Dabei habe er sich lediglich Sorgen um seinen Sohn gemacht, wie der griechische Staatsangehörige vor Gericht sagte. Seine Ex-Frau und Mutter des Kindes, die das alleinige Sorgerecht hat, habe Kontakt zu Kriminellen gehabt. "Ich hatte Angst um ihn", sagte der 43-Jährige. Er sei deshalb über Monate hinweg, teilweise mehrmals am Tag im Jugendamt gewesen, um eine psychologische Untersuchung für seinen Sohn zu fordern, so der Grieche.

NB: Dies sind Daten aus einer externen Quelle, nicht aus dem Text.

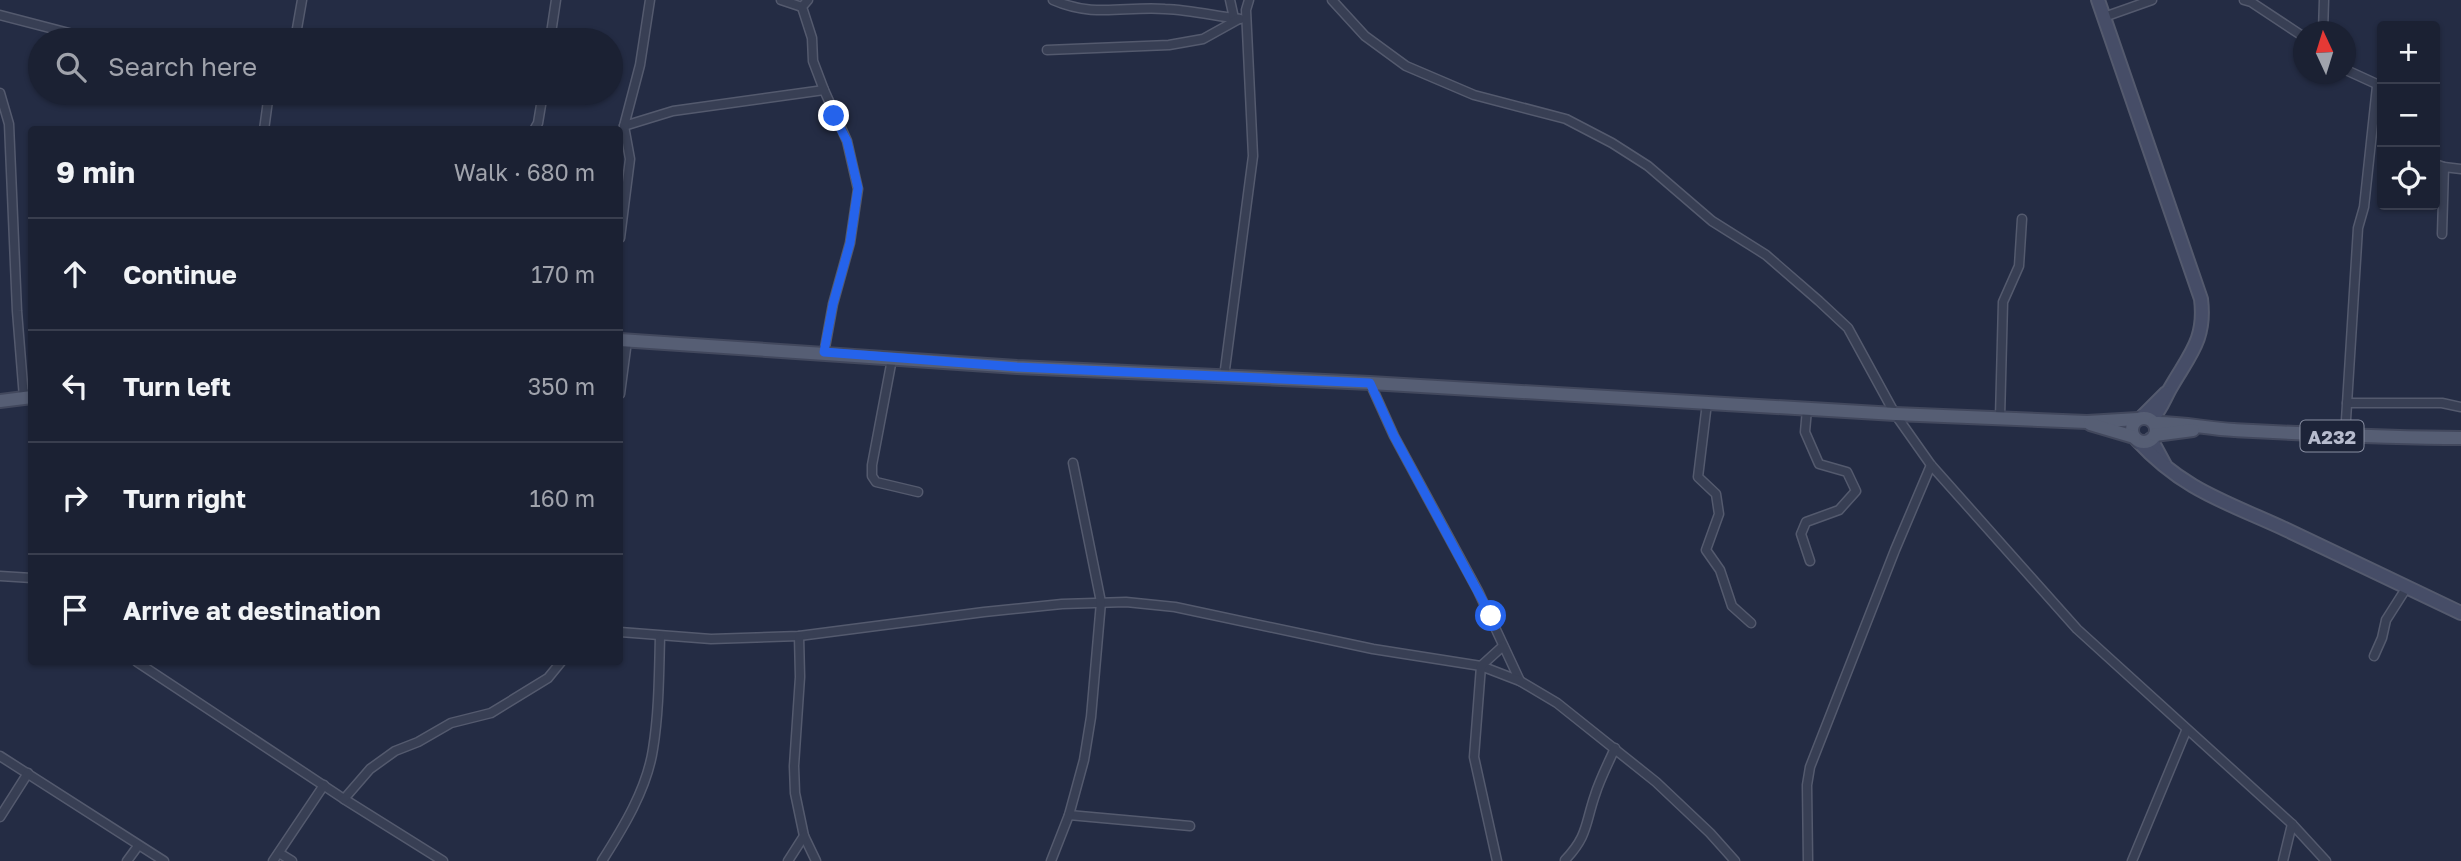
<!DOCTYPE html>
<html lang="en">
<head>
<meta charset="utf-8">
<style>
	body { margin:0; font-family:"Golos Text",sans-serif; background:#282e3f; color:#f1f3f6 }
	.controls { position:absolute; right:21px; top:21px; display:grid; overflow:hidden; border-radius:7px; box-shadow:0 2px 5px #0004 }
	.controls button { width:63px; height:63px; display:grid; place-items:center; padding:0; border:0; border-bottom:2px solid #393e4e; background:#1b2133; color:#f1f3f6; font:35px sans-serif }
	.compass { position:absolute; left:2293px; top:21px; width:63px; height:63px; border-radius:50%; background:#1b2133; box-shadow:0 2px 5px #0004; rotate:356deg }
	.stop { position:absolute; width:21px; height:21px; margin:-16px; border:5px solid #2563eb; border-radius:50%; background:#fff }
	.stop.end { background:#2563eb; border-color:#fff; box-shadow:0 2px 7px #0008 }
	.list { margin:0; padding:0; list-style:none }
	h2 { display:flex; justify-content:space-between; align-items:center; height:91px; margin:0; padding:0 28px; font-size:30px }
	h2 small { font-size:23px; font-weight:400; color:#a0a3ac }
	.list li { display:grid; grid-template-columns:46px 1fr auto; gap:21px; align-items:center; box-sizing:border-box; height:112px; padding:0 28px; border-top:2px solid #393e4e }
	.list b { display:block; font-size:26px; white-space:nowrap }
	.list em { font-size:23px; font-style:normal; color:#a0a3ac }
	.icon { flex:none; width:38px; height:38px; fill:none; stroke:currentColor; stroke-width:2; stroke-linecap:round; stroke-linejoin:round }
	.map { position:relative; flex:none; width:2461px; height:861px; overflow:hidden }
	.search { position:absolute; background:#1b2133; box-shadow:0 2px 5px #0004; left:28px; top:28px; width:595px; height:77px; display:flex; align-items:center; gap:18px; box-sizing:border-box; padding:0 24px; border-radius:38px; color:#a0a3ac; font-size:26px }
	.panel { position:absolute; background:#1b2133; box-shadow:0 2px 5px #0004; left:28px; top:126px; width:595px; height:539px; border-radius:7px }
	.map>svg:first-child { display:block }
</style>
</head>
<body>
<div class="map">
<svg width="2461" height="861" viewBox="0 0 2461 861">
	<rect width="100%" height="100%" fill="#242c44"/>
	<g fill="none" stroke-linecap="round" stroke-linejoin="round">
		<defs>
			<g id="street">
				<path d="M781,0L802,7"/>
				<path d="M808,0L802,7L812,38L813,61L824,90L847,141L858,189L850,243L833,304L824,353"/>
				<path d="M1053,0C1094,18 1124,6 1165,9C1190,10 1215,16 1240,19"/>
				<path d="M1230,0L1234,18"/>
				<path d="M1332,0L1365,36L1406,66L1474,95L1566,119L1612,143L1648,166L1712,221L1766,255L1819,301L1848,328L1895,414L1931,465L2077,629L2292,824L2326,861"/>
				<path d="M2244,0L2251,2L2304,37"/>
				<path d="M0,15L96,40"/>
				<path d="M2104,17L2152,0"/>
				<path d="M2323,32L2324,0"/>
				<path d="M295,40L302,0"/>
				<path d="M550,40L556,0"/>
				<path d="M1047,50L1169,45L1203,39L1239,19"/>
				<path d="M2346,70L2381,86"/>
				<path d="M0,93L9,124L17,311L24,398"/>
				<path d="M624,126L673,111L824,90"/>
				<path d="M264,130L269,93"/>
				<path d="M534,130L538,123L543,93"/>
				<path d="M2435,164L2444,167L2461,169"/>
				<path d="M2442,234L2444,167"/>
				<path d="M620,238L630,159L624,126L640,65L650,0"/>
				<path d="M892,359L872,465V476L876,482L918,492"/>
				<path d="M1224,377L1253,156L1246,10L1249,0"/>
				<path d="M1370,383L1394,436L1478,591L1520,681"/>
				<path d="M620,394L627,341"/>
				<path d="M1707,403L1698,477L1716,494L1719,514L1706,550L1720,570L1732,606L1751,623"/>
				<path d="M2347,403H2442L2461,407"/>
				<path d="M1807,409L1805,432L1819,464L1847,472L1856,491L1839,510L1806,522L1801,534L1810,561"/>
				<path d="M2000,418L2003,302L2019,266L2022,219"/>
				<path d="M2345,436L2358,228L2364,207L2377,86"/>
				<path d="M0,576L32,578"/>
				<path d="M620,632L711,639L799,636L984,612L1062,604L1126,602L1175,607L1373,649L1481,666L1520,681L1557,703L1656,782L1710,833L1735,861"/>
				<path d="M799,636L800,677L794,766L795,793L804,836L816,861"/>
				<path d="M2374,656L2382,638L2386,620L2407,587"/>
				<path d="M137,662L344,799L443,861"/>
				<path d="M0,756L164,861"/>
				<path d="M344,799L370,769L395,751L418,742L451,723L491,713L548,678L561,662"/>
				<path d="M1069,815L1190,826"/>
				<path d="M0,817L28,773"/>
				<path d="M279,853L292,861"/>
				<path d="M1565,860C1588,836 1585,824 1595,795C1600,779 1608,764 1615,748"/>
				<path d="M127,861L138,846"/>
				<path d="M273,861L324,785"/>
				<path d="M602,861C623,828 647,789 653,749C659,712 659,674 660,637"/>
				<path d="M788,861L804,836"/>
				<path d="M1051,861L1069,815L1084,760L1091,717L1101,602L1073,463"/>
				<path d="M1497,861L1474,757L1481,666L1503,646"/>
				<path d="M1808,861L1807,785L1810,767L1895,550L1931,465"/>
				<path d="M2132,861L2186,731"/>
				<path d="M2283,861L2292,824"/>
			</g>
			<g id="secondary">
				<path d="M2098,0L2201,299C2206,339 2190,354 2171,387C2164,399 2161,410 2151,420"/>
				<path d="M2141,418L2166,393"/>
				<path d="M2151,439L2165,465"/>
				<path d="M2137,440C2184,491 2227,502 2287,530C2345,558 2403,585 2461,613"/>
			</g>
			<g id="primary">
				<path d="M620,340L1017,367L1370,383L1895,414L2087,422L2138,419"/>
				<path d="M0,401L32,397"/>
				<circle cx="2144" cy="430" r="12"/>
				<path d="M2154,423C2181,422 2208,429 2234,430C2310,434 2385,438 2461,438"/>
				<path d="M2090,424L2134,437"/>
				<path d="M2155,435L2193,430"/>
			</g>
		</defs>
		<use href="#street" stroke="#545a6e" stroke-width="11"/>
		<use href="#secondary" stroke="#545a6e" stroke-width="16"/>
		<use href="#primary" stroke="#42485d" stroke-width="16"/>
		<use href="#street" stroke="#383f54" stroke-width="8"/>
		<use href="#secondary" stroke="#464d67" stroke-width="12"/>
		<use href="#primary" stroke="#565e74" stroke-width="12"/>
	</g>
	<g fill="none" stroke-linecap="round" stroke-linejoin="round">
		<path stroke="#2563eb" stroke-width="9" d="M834,116L847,141L858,188L850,243L833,304L824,352L1017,367L1370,383L1394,436L1491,616"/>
	</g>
	<g text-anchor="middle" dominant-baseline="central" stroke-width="5" stroke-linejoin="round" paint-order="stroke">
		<rect fill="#1d2439" stroke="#888ea1" stroke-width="2" x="2300.5" y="420.5" width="63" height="31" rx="5"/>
		<g font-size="19" font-weight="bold" fill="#b6bbcd">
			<text x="2332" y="436">A232</text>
		</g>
	</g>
</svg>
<div class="controls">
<button>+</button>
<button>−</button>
<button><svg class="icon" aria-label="locate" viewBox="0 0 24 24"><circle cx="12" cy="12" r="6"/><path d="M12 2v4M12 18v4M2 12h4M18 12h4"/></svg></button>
</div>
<svg class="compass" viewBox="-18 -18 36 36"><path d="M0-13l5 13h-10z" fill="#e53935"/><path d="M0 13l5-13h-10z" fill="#a0a3ac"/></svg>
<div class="stop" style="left:1491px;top:616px"></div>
<div class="stop end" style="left:834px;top:116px"></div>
<div class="search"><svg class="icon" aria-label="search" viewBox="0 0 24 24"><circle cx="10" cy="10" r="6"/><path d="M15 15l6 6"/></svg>Search here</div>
<section class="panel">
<h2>9 min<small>Walk · 680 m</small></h2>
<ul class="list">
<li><svg class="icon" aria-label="ahead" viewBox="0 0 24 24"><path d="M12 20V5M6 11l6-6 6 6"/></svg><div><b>Continue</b></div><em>170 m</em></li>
<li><svg class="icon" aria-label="left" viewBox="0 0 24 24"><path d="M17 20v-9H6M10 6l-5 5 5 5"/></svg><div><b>Turn left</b></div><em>350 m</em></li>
<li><svg class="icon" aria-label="right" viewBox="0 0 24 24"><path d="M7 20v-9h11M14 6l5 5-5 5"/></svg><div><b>Turn right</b></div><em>160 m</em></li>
<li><svg class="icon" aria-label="arrive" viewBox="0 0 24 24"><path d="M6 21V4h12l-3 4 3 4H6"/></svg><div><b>Arrive at destination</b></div></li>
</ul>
</section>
</div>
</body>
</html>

An einem Tag Anfang August eskalierte die Situation im Amt: Die für seinen Fall zuständige Sachbearbeiterin war nicht im Dienst. Die Kollegin aus dem Nachbarbüro habe ihn wegschicken wollen, wie sie bei der Verhandlung sagte. "Er wollte nicht gehen und wurde laut. Ich bin mit ihm auf den Flur gegangen. Zwei männliche Kollegen und ein Mitarbeiter vom Wachschutz kamen zur Hilfe", erinnert sich die 42-Jährige. Dann soll er gesagt haben: "Wenn meinem Sohn etwas passiert, bringe ich euch alle um." "Dabei hat er uns abwechselnd tief in die Augen geschaut und seine Hand an seine Kehle gehalten, als würde er sie durchschneiden", erklärte die Zeugin. Anschließend habe der 43-Jährige das Gebäude ohne Zutun des Wachschutzes verlassen.

Beim Jugendamt sei der Grieche für sein aggressives Verhalten schon vorher bekannt gewesen, wie die vier Zeugen unabhängig voneinander berichteten. Er habe schon einmal im Büro seiner Sachbearbeiterin randaliert. Ein Hausverbot hat er jedoch erst nach dem Vorfall erhalten, wegen dem er gestern vor Gericht stand.

Der Angeklagte stritt die Tat ab. Es handle sich um ein Missverständnis. "Ich habe die Mitarbeiter nicht bedroht", sagte er. "Ich habe lediglich gesagt, sie sollen sich in Acht nehmen und dabei meinen Zeigefinger hochgehalten." Verurteilt wurde er dennoch. Der Mann hat die Möglichkeit, das Urteil innerhalb einer Woche anzufechten.

Für den Griechen war es nicht die erste Gerichtsverhandlung. Bereits zehnmal wurde er zu Geldstrafen verurteilt, darunter wegen Nötigung, Sachbeschädigung und unerlaubtem Waffenbesitz.